Drafting Off-Chain Account Metadata for Stellar Network

OrbitLens
8 min readApr 4, 2019

--

Photo by Clint Adair on Unsplash

Intro. The need for accounts metadata

“Metadata” sounds quite mysterious and certainly obscure. Why do we need it at all? Stellar works quite well as-is, so why should we try to invent this strange conceptual something something?

Well, Stellar is more than just a network of connected nodes with ledger history, and accounts are not just some entries on the ledger, they may represent user wallets, trading accounts, multisig agreements, smart contracts, utility tokens, even property/business ownership. So an account is actually an abstraction of some real-life entity or process (in case of smart contracts).

Applications need the ability to add custom records to the account containing the application-specific metadata. Things like delegated signing and multi-signature notifications protocol require attaching custom information to the account. Moreover, interoperability between different Stellar-based applications lacks a uniform standard for data storage.

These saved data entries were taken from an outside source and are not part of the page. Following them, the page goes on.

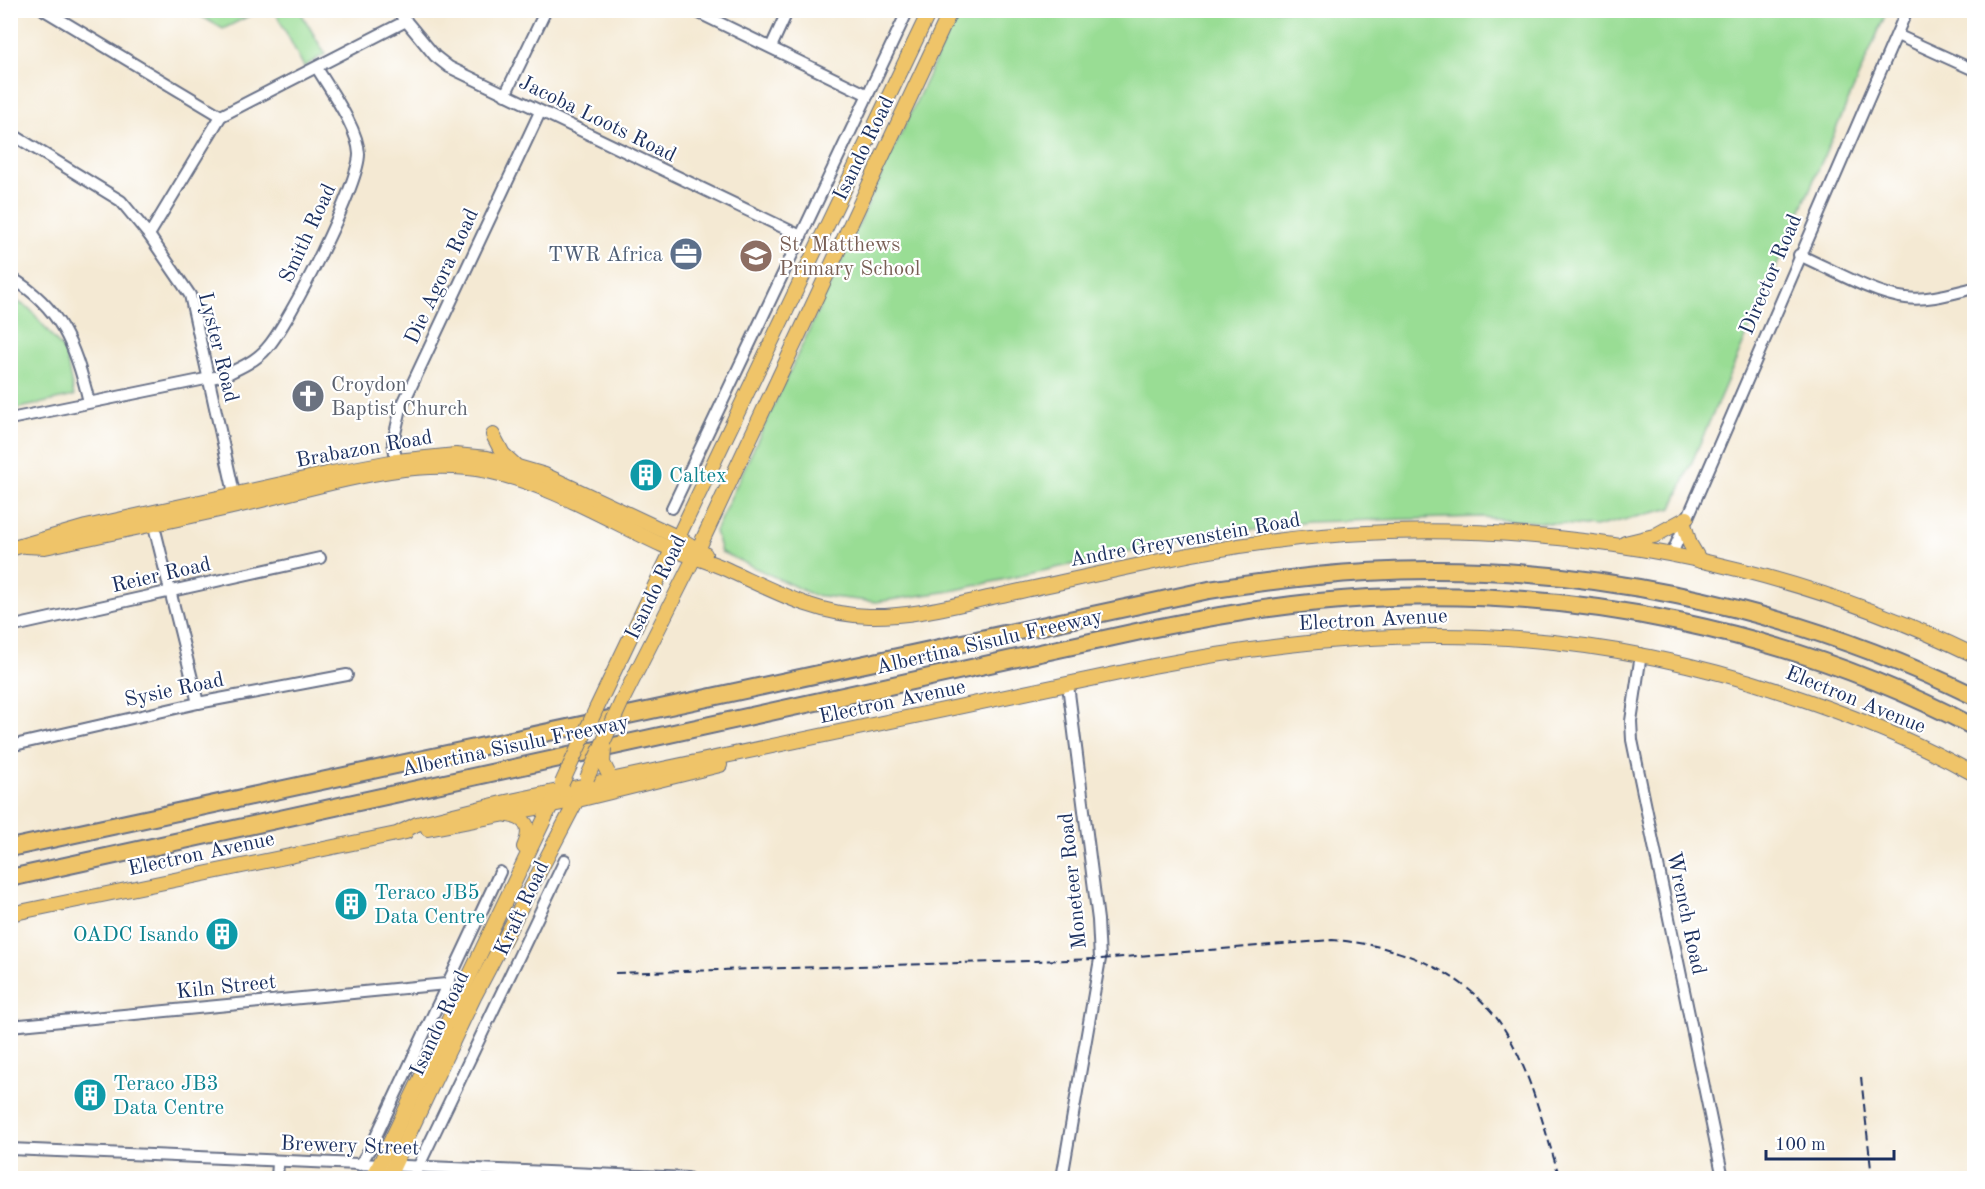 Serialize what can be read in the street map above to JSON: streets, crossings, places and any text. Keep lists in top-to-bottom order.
{
  "streets": {
    "highway": ["Albertina Sisulu Freeway"],
    "main road": [
      "Isando Road",
      "Brabazon Road",
      "Andre Greyvenstein Road",
      "Electron Avenue"
    ],
    "street": [
      "Jacoba Loots Road",
      "Smith Road",
      "Director Road",
      "Die Agora Road",
      "Lyster Road",
      "Reier Road",
      "Sysie Road",
      "Moneteer Road",
      "Kraft Road",
      "Wrench Road",
      "Kiln Street",
      "Brewery Street"
    ]
  },
  "crossings": [
    ["Jacoba Loots Road", "Isando Road"],
    ["Jacoba Loots Road", "Die Agora Road"],
    ["Isando Road", "Brabazon Road"],
    ["Isando Road", "Andre Greyvenstein Road"],
    ["Isando Road", "Electron Avenue"],
    ["Isando Road", "Brewery Street"],
    ["Smith Road", "Lyster Road"],
    ["Director Road", "Andre Greyvenstein Road"],
    ["Die Agora Road", "Brabazon Road"],
    ["Lyster Road", "Brabazon Road"],
    ["Brabazon Road", "Andre Greyvenstein Road"],
    ["Electron Avenue", "Moneteer Road"],
    ["Electron Avenue", "Wrench Road"],
    ["Kraft Road", "Brewery Street"]
  ],
  "places": {
    "office": ["TWR Africa"],
    "school or university": ["St. Matthews Primary School"],
    "church": ["Croydon Baptist Church"],
    "building": [
      "Caltex",
      "Teraco JB5 Data Centre",
      "OADC Isando",
      "Teraco JB3 Data Centre"
    ]
  },
  "scale_bar": "100 m"
}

This post sums up a few community proposals for defining a unified standard of dealing with account metadata.

What about Data Entries?

Stellar has a built-in Data Entries feature that allows attaching arbitrary data to the account. Developers can use it to store any amount of data, so why just not build things on top of it?

To tell the truth, there are more than a few problems. Of course, at this point you probably suspect that something is not right with the existing solution, otherwise this post would be MUCH shorter. So why Data Entry approach is a no go?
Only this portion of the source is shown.